→ **Task item**
Take the whole listing and reproduce it exactly, pictures excepted.

Data below below:

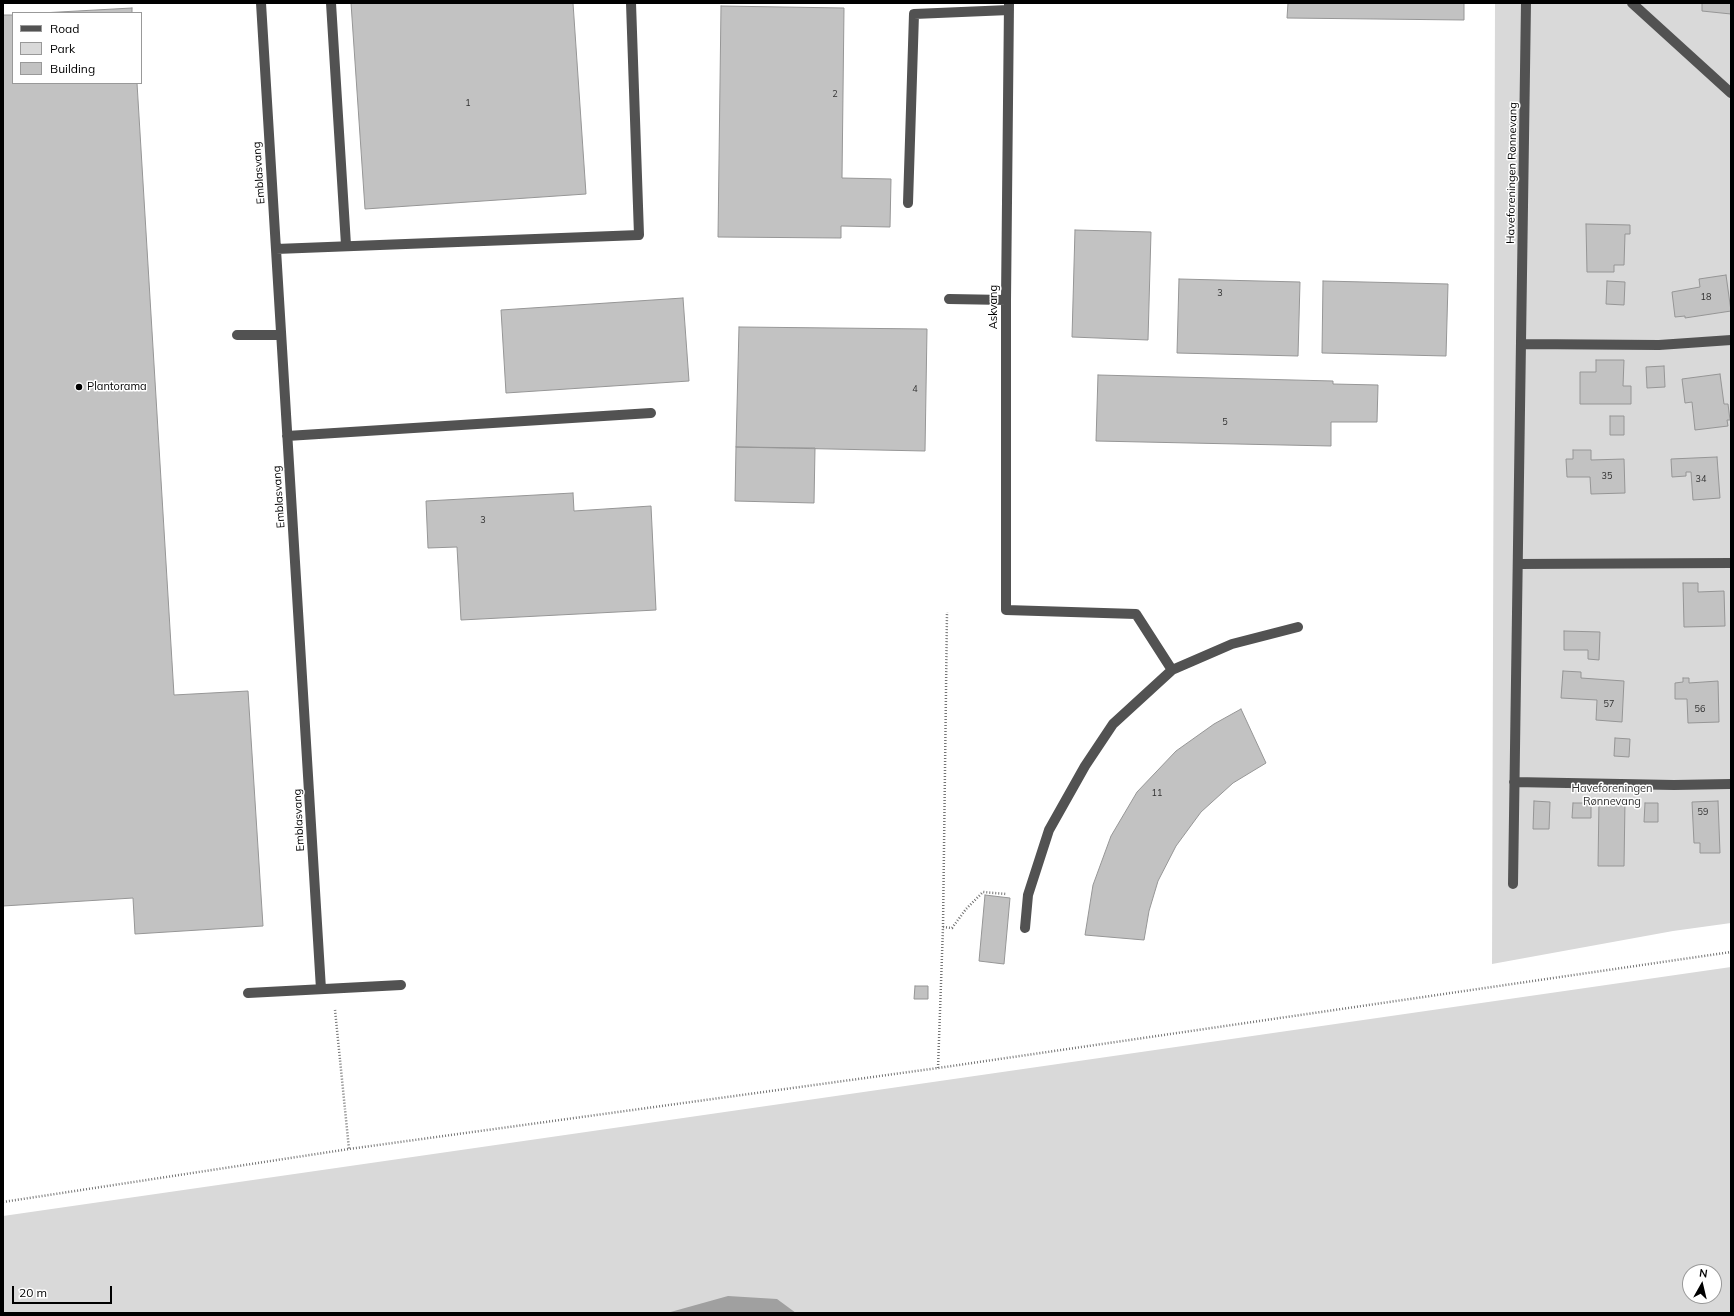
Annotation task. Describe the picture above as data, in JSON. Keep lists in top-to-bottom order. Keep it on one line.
{"streets":{"street":["Emblasvang","Haveforeningen Rønnevang","Askvang"]},"parks":["Haveforeningen Rønnevang"],"places":["Plantorama"],"house_numbers":["2","1","3","18","4","5","35","34","3","57","56","11","59"],"legend":["Road","Park","Building"],"scale_bar":"20 m","north":"top"}
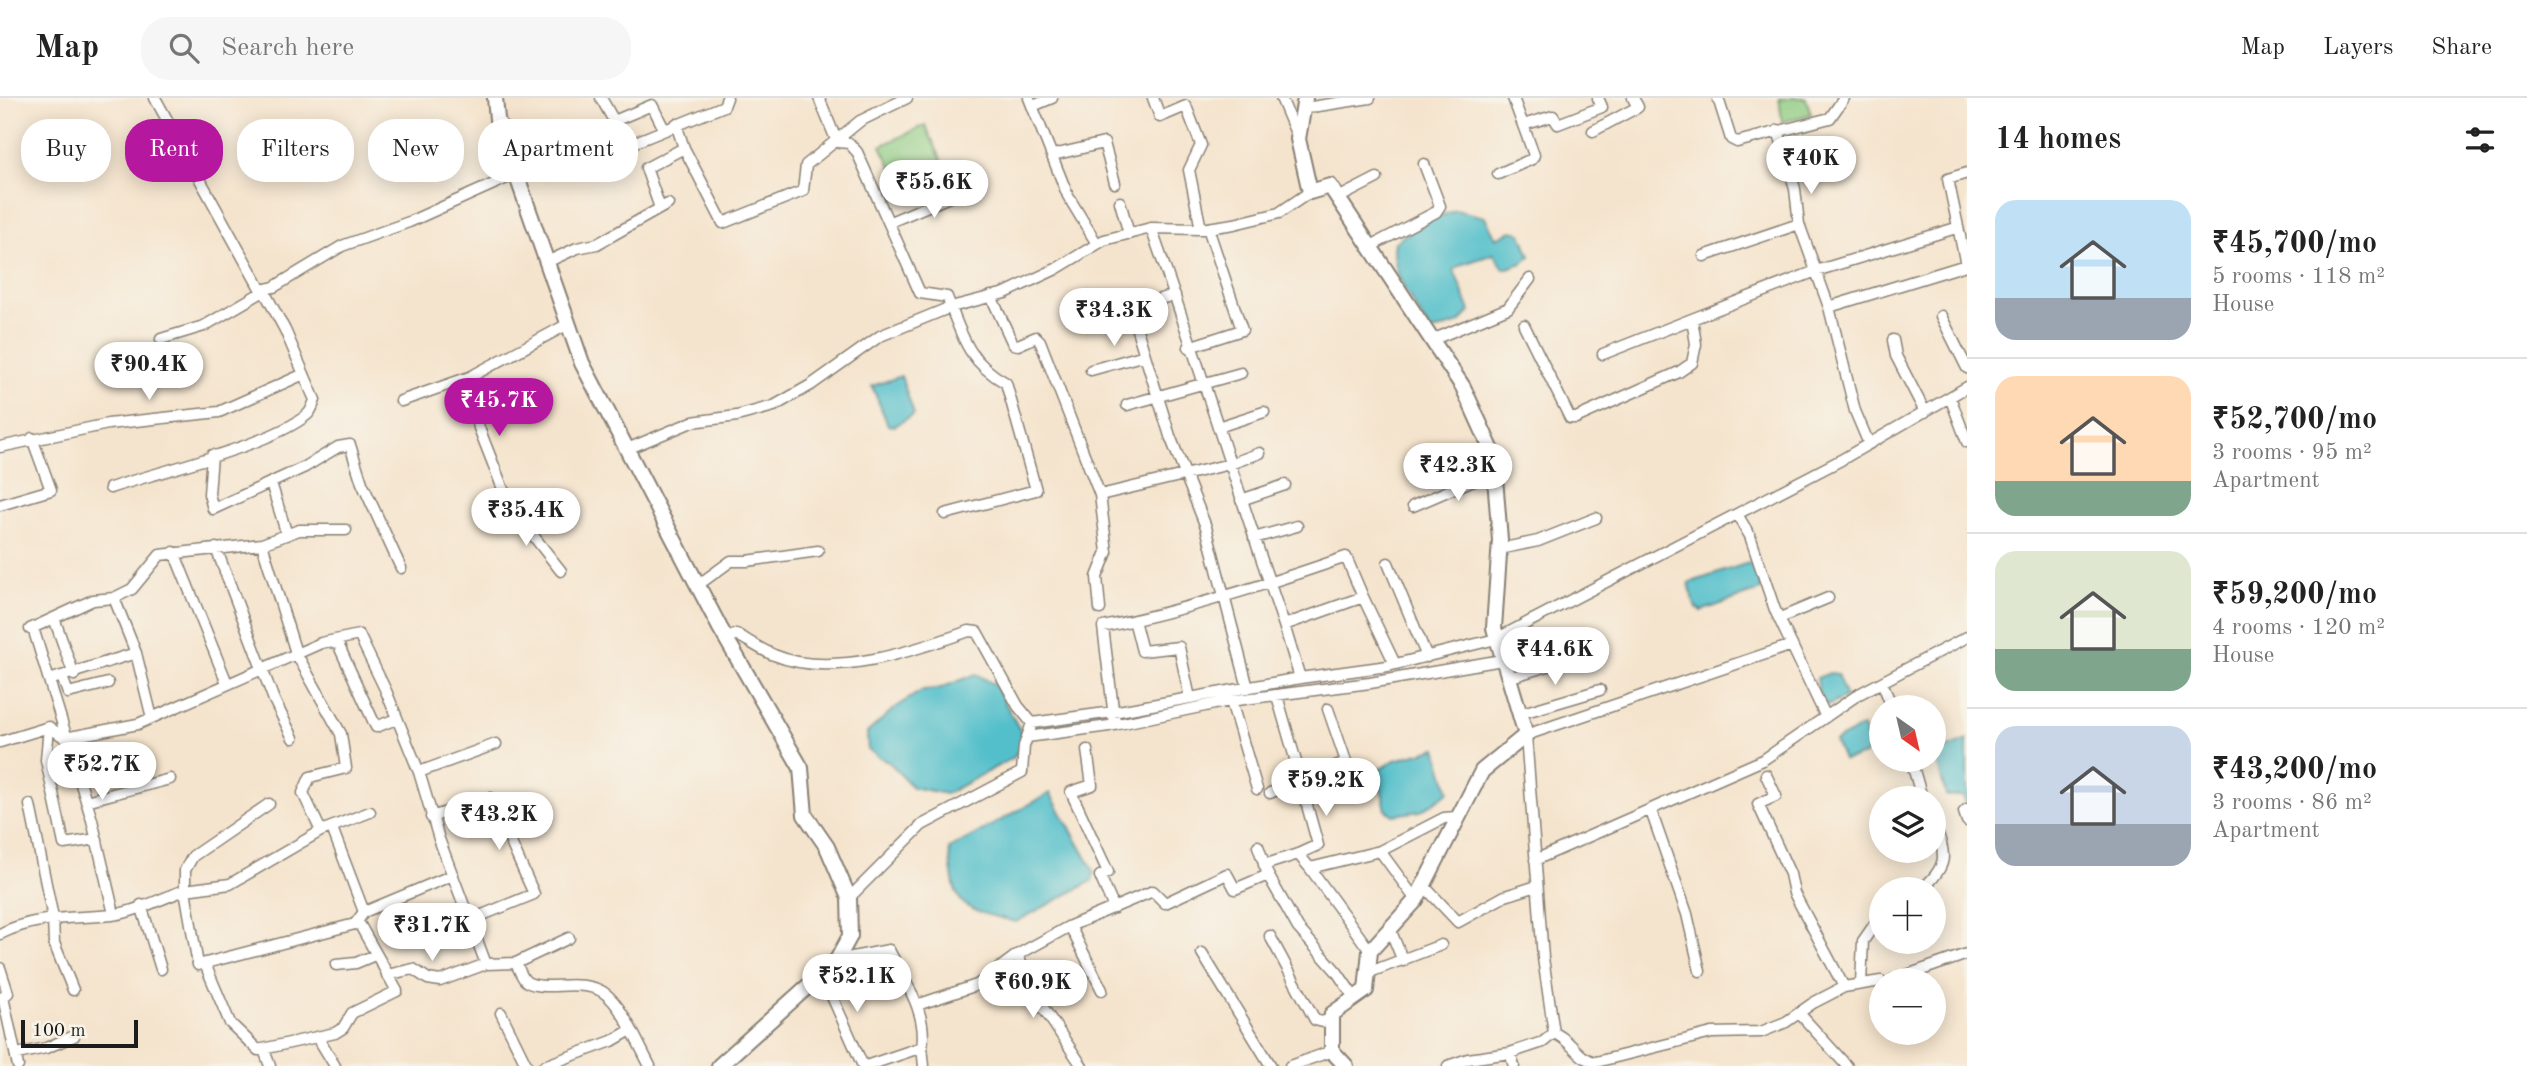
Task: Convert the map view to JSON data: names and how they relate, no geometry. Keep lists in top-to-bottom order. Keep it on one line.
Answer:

End of Data below.

→ **Response below**
Annotation task. Describe the picture above as data, in JSON. Keep lists in top-to-bottom order. Keep it on one line.
{"streets":{"street":["Emblasvang","Haveforeningen Rønnevang","Askvang"]},"parks":["Haveforeningen Rønnevang"],"places":["Plantorama"],"house_numbers":["2","1","3","18","4","5","35","34","3","57","56","11","59"],"legend":["Road","Park","Building"],"scale_bar":"20 m","north":"top"}
Task: Convert the map view to JSON data: names and how they relate, no geometry. Keep lists in top-to-bottom order. Keep it on one line.
Answer:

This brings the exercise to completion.